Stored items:
>>>>>

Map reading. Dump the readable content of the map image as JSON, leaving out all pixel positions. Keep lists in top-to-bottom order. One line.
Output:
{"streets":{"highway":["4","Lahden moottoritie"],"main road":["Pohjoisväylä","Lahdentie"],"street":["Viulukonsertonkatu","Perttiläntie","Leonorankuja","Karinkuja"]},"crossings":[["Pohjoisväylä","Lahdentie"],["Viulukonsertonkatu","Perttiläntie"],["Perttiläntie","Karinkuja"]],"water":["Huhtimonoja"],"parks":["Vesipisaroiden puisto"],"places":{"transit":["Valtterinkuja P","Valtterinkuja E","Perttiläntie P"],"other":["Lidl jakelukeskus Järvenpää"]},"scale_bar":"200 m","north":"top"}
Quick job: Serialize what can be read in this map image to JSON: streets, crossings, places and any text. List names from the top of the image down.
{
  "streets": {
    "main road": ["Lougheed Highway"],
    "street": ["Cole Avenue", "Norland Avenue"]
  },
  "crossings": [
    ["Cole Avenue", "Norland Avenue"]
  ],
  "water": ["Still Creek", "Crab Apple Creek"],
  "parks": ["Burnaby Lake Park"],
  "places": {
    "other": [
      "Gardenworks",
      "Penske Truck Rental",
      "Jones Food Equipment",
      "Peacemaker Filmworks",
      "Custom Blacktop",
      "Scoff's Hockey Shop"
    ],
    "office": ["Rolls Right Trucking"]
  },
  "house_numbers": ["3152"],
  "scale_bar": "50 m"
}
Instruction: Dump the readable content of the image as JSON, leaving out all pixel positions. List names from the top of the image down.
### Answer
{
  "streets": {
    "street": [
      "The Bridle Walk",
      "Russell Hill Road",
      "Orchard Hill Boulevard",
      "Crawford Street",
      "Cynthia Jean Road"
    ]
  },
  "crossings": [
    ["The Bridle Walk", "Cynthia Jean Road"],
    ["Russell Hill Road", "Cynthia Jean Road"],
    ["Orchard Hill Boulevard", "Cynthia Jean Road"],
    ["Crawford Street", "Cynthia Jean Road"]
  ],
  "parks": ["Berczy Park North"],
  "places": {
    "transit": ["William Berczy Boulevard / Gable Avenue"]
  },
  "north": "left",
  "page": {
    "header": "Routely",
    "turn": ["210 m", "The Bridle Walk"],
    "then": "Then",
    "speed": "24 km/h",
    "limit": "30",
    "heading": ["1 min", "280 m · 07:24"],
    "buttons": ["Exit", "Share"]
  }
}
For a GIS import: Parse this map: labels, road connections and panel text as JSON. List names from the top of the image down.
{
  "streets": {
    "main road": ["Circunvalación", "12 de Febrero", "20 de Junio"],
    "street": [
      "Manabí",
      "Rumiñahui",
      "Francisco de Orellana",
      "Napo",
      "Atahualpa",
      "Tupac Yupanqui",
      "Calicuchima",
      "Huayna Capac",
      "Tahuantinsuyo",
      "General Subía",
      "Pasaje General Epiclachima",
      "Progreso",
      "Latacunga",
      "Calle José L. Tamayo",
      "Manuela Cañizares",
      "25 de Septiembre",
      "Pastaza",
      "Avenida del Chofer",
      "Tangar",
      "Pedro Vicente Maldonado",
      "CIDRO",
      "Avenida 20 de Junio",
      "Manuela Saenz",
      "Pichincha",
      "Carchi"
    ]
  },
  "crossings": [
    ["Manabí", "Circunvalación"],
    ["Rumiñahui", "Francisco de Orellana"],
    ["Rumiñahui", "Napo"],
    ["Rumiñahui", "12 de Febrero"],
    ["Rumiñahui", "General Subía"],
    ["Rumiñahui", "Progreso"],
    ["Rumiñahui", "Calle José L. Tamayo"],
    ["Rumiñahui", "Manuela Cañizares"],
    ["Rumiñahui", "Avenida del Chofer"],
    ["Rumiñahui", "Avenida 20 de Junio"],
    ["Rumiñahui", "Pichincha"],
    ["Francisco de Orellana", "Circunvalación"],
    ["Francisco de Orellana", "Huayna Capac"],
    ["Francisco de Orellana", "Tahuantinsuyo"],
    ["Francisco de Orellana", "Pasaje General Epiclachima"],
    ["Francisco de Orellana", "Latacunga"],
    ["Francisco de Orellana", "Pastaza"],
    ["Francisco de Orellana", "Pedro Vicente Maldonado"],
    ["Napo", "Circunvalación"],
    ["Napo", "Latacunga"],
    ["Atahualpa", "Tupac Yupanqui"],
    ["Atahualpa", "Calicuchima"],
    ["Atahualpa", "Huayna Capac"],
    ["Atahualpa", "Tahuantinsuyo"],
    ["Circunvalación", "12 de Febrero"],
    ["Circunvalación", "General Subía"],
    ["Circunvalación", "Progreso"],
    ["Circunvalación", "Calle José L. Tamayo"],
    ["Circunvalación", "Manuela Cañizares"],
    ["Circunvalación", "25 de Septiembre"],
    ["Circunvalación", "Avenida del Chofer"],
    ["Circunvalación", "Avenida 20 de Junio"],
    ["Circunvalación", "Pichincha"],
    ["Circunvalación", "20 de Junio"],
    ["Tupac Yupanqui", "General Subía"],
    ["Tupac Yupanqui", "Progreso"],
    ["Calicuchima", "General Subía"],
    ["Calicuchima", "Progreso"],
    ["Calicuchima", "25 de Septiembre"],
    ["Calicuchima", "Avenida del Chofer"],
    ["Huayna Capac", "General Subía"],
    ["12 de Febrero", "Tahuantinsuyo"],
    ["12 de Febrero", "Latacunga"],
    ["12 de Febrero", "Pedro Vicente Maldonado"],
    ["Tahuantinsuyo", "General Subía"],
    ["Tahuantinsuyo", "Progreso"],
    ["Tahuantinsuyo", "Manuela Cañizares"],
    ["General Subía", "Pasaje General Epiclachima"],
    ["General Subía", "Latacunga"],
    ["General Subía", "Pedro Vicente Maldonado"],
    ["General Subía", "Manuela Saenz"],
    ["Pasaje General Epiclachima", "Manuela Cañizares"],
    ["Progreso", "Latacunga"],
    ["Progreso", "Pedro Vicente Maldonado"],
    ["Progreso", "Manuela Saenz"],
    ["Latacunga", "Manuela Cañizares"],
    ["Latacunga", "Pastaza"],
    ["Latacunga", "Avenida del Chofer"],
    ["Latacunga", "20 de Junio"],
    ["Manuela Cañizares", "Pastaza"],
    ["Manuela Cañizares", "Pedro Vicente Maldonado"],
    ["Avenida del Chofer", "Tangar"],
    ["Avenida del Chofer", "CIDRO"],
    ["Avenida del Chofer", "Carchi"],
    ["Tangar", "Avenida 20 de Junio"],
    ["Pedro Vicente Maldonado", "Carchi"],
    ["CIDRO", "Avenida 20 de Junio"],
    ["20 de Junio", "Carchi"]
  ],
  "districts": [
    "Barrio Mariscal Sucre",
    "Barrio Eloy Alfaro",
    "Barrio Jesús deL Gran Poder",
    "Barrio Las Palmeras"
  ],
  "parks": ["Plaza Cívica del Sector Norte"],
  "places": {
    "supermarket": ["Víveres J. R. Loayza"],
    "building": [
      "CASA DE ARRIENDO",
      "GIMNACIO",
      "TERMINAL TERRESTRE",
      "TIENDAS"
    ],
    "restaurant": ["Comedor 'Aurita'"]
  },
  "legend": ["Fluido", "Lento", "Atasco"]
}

<<<<<

[ASSIGNMENT]
Every entry above should be duplicated exactly.

[ANSWER BOX]
Map reading. Dump the readable content of the map image as JSON, leaving out all pixel positions. Keep lists in top-to-bottom order. One line.
Output:
{"streets":{"highway":["4","Lahden moottoritie"],"main road":["Pohjoisväylä","Lahdentie"],"street":["Viulukonsertonkatu","Perttiläntie","Leonorankuja","Karinkuja"]},"crossings":[["Pohjoisväylä","Lahdentie"],["Viulukonsertonkatu","Perttiläntie"],["Perttiläntie","Karinkuja"]],"water":["Huhtimonoja"],"parks":["Vesipisaroiden puisto"],"places":{"transit":["Valtterinkuja P","Valtterinkuja E","Perttiläntie P"],"other":["Lidl jakelukeskus Järvenpää"]},"scale_bar":"200 m","north":"top"}
Quick job: Serialize what can be read in this map image to JSON: streets, crossings, places and any text. List names from the top of the image down.
{
  "streets": {
    "main road": ["Lougheed Highway"],
    "street": ["Cole Avenue", "Norland Avenue"]
  },
  "crossings": [
    ["Cole Avenue", "Norland Avenue"]
  ],
  "water": ["Still Creek", "Crab Apple Creek"],
  "parks": ["Burnaby Lake Park"],
  "places": {
    "other": [
      "Gardenworks",
      "Penske Truck Rental",
      "Jones Food Equipment",
      "Peacemaker Filmworks",
      "Custom Blacktop",
      "Scoff's Hockey Shop"
    ],
    "office": ["Rolls Right Trucking"]
  },
  "house_numbers": ["3152"],
  "scale_bar": "50 m"
}
Instruction: Dump the readable content of the image as JSON, leaving out all pixel positions. List names from the top of the image down.
### Answer
{
  "streets": {
    "street": [
      "The Bridle Walk",
      "Russell Hill Road",
      "Orchard Hill Boulevard",
      "Crawford Street",
      "Cynthia Jean Road"
    ]
  },
  "crossings": [
    ["The Bridle Walk", "Cynthia Jean Road"],
    ["Russell Hill Road", "Cynthia Jean Road"],
    ["Orchard Hill Boulevard", "Cynthia Jean Road"],
    ["Crawford Street", "Cynthia Jean Road"]
  ],
  "parks": ["Berczy Park North"],
  "places": {
    "transit": ["William Berczy Boulevard / Gable Avenue"]
  },
  "north": "left",
  "page": {
    "header": "Routely",
    "turn": ["210 m", "The Bridle Walk"],
    "then": "Then",
    "speed": "24 km/h",
    "limit": "30",
    "heading": ["1 min", "280 m · 07:24"],
    "buttons": ["Exit", "Share"]
  }
}
For a GIS import: Parse this map: labels, road connections and panel text as JSON. List names from the top of the image down.
{
  "streets": {
    "main road": ["Circunvalación", "12 de Febrero", "20 de Junio"],
    "street": [
      "Manabí",
      "Rumiñahui",
      "Francisco de Orellana",
      "Napo",
      "Atahualpa",
      "Tupac Yupanqui",
      "Calicuchima",
      "Huayna Capac",
      "Tahuantinsuyo",
      "General Subía",
      "Pasaje General Epiclachima",
      "Progreso",
      "Latacunga",
      "Calle José L. Tamayo",
      "Manuela Cañizares",
      "25 de Septiembre",
      "Pastaza",
      "Avenida del Chofer",
      "Tangar",
      "Pedro Vicente Maldonado",
      "CIDRO",
      "Avenida 20 de Junio",
      "Manuela Saenz",
      "Pichincha",
      "Carchi"
    ]
  },
  "crossings": [
    ["Manabí", "Circunvalación"],
    ["Rumiñahui", "Francisco de Orellana"],
    ["Rumiñahui", "Napo"],
    ["Rumiñahui", "12 de Febrero"],
    ["Rumiñahui", "General Subía"],
    ["Rumiñahui", "Progreso"],
    ["Rumiñahui", "Calle José L. Tamayo"],
    ["Rumiñahui", "Manuela Cañizares"],
    ["Rumiñahui", "Avenida del Chofer"],
    ["Rumiñahui", "Avenida 20 de Junio"],
    ["Rumiñahui", "Pichincha"],
    ["Francisco de Orellana", "Circunvalación"],
    ["Francisco de Orellana", "Huayna Capac"],
    ["Francisco de Orellana", "Tahuantinsuyo"],
    ["Francisco de Orellana", "Pasaje General Epiclachima"],
    ["Francisco de Orellana", "Latacunga"],
    ["Francisco de Orellana", "Pastaza"],
    ["Francisco de Orellana", "Pedro Vicente Maldonado"],
    ["Napo", "Circunvalación"],
    ["Napo", "Latacunga"],
    ["Atahualpa", "Tupac Yupanqui"],
    ["Atahualpa", "Calicuchima"],
    ["Atahualpa", "Huayna Capac"],
    ["Atahualpa", "Tahuantinsuyo"],
    ["Circunvalación", "12 de Febrero"],
    ["Circunvalación", "General Subía"],
    ["Circunvalación", "Progreso"],
    ["Circunvalación", "Calle José L. Tamayo"],
    ["Circunvalación", "Manuela Cañizares"],
    ["Circunvalación", "25 de Septiembre"],
    ["Circunvalación", "Avenida del Chofer"],
    ["Circunvalación", "Avenida 20 de Junio"],
    ["Circunvalación", "Pichincha"],
    ["Circunvalación", "20 de Junio"],
    ["Tupac Yupanqui", "General Subía"],
    ["Tupac Yupanqui", "Progreso"],
    ["Calicuchima", "General Subía"],
    ["Calicuchima", "Progreso"],
    ["Calicuchima", "25 de Septiembre"],
    ["Calicuchima", "Avenida del Chofer"],
    ["Huayna Capac", "General Subía"],
    ["12 de Febrero", "Tahuantinsuyo"],
    ["12 de Febrero", "Latacunga"],
    ["12 de Febrero", "Pedro Vicente Maldonado"],
    ["Tahuantinsuyo", "General Subía"],
    ["Tahuantinsuyo", "Progreso"],
    ["Tahuantinsuyo", "Manuela Cañizares"],
    ["General Subía", "Pasaje General Epiclachima"],
    ["General Subía", "Latacunga"],
    ["General Subía", "Pedro Vicente Maldonado"],
    ["General Subía", "Manuela Saenz"],
    ["Pasaje General Epiclachima", "Manuela Cañizares"],
    ["Progreso", "Latacunga"],
    ["Progreso", "Pedro Vicente Maldonado"],
    ["Progreso", "Manuela Saenz"],
    ["Latacunga", "Manuela Cañizares"],
    ["Latacunga", "Pastaza"],
    ["Latacunga", "Avenida del Chofer"],
    ["Latacunga", "20 de Junio"],
    ["Manuela Cañizares", "Pastaza"],
    ["Manuela Cañizares", "Pedro Vicente Maldonado"],
    ["Avenida del Chofer", "Tangar"],
    ["Avenida del Chofer", "CIDRO"],
    ["Avenida del Chofer", "Carchi"],
    ["Tangar", "Avenida 20 de Junio"],
    ["Pedro Vicente Maldonado", "Carchi"],
    ["CIDRO", "Avenida 20 de Junio"],
    ["20 de Junio", "Carchi"]
  ],
  "districts": [
    "Barrio Mariscal Sucre",
    "Barrio Eloy Alfaro",
    "Barrio Jesús deL Gran Poder",
    "Barrio Las Palmeras"
  ],
  "parks": ["Plaza Cívica del Sector Norte"],
  "places": {
    "supermarket": ["Víveres J. R. Loayza"],
    "building": [
      "CASA DE ARRIENDO",
      "GIMNACIO",
      "TERMINAL TERRESTRE",
      "TIENDAS"
    ],
    "restaurant": ["Comedor 'Aurita'"]
  },
  "legend": ["Fluido", "Lento", "Atasco"]
}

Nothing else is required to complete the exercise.